Work request:
Below are the records. Restate word for word every line from the one that contains "Extract the structured" through the final line, both included.

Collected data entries
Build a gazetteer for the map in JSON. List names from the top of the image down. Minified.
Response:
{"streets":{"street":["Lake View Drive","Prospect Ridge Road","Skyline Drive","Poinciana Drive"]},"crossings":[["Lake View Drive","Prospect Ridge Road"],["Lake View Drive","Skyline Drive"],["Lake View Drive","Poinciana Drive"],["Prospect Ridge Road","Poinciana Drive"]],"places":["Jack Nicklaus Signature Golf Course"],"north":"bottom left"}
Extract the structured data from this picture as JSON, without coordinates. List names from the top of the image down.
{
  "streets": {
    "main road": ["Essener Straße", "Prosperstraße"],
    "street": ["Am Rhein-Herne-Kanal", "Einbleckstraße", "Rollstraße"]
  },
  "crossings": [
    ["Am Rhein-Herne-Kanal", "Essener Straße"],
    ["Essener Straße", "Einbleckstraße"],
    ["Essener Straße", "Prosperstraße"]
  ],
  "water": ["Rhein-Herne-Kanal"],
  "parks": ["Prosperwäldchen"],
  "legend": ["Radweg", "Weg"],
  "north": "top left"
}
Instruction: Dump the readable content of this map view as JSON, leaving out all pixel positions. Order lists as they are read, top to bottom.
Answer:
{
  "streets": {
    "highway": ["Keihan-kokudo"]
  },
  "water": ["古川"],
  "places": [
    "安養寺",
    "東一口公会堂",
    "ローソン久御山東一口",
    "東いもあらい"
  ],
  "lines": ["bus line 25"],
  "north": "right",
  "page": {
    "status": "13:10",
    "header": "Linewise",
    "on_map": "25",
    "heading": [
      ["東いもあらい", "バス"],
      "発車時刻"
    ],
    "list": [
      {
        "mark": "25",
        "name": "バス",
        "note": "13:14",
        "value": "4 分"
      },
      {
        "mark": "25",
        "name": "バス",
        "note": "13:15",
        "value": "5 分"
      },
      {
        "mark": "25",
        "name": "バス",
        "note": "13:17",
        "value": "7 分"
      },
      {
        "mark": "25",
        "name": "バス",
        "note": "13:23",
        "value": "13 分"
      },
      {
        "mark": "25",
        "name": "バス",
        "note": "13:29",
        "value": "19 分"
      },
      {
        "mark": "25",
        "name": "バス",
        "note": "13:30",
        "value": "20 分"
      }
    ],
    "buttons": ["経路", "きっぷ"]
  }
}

Response box:
Extract the structured data from this picture as JSON, without coordinates. List names from the top of the image down.
{
  "streets": {
    "main road": ["Essener Straße", "Prosperstraße"],
    "street": ["Am Rhein-Herne-Kanal", "Einbleckstraße", "Rollstraße"]
  },
  "crossings": [
    ["Am Rhein-Herne-Kanal", "Essener Straße"],
    ["Essener Straße", "Einbleckstraße"],
    ["Essener Straße", "Prosperstraße"]
  ],
  "water": ["Rhein-Herne-Kanal"],
  "parks": ["Prosperwäldchen"],
  "legend": ["Radweg", "Weg"],
  "north": "top left"
}
Instruction: Dump the readable content of this map view as JSON, leaving out all pixel positions. Order lists as they are read, top to bottom.
Answer:
{
  "streets": {
    "highway": ["Keihan-kokudo"]
  },
  "water": ["古川"],
  "places": [
    "安養寺",
    "東一口公会堂",
    "ローソン久御山東一口",
    "東いもあらい"
  ],
  "lines": ["bus line 25"],
  "north": "right",
  "page": {
    "status": "13:10",
    "header": "Linewise",
    "on_map": "25",
    "heading": [
      ["東いもあらい", "バス"],
      "発車時刻"
    ],
    "list": [
      {
        "mark": "25",
        "name": "バス",
        "note": "13:14",
        "value": "4 分"
      },
      {
        "mark": "25",
        "name": "バス",
        "note": "13:15",
        "value": "5 分"
      },
      {
        "mark": "25",
        "name": "バス",
        "note": "13:17",
        "value": "7 分"
      },
      {
        "mark": "25",
        "name": "バス",
        "note": "13:23",
        "value": "13 分"
      },
      {
        "mark": "25",
        "name": "バス",
        "note": "13:29",
        "value": "19 分"
      },
      {
        "mark": "25",
        "name": "バス",
        "note": "13:30",
        "value": "20 分"
      }
    ],
    "buttons": ["経路", "きっぷ"]
  }
}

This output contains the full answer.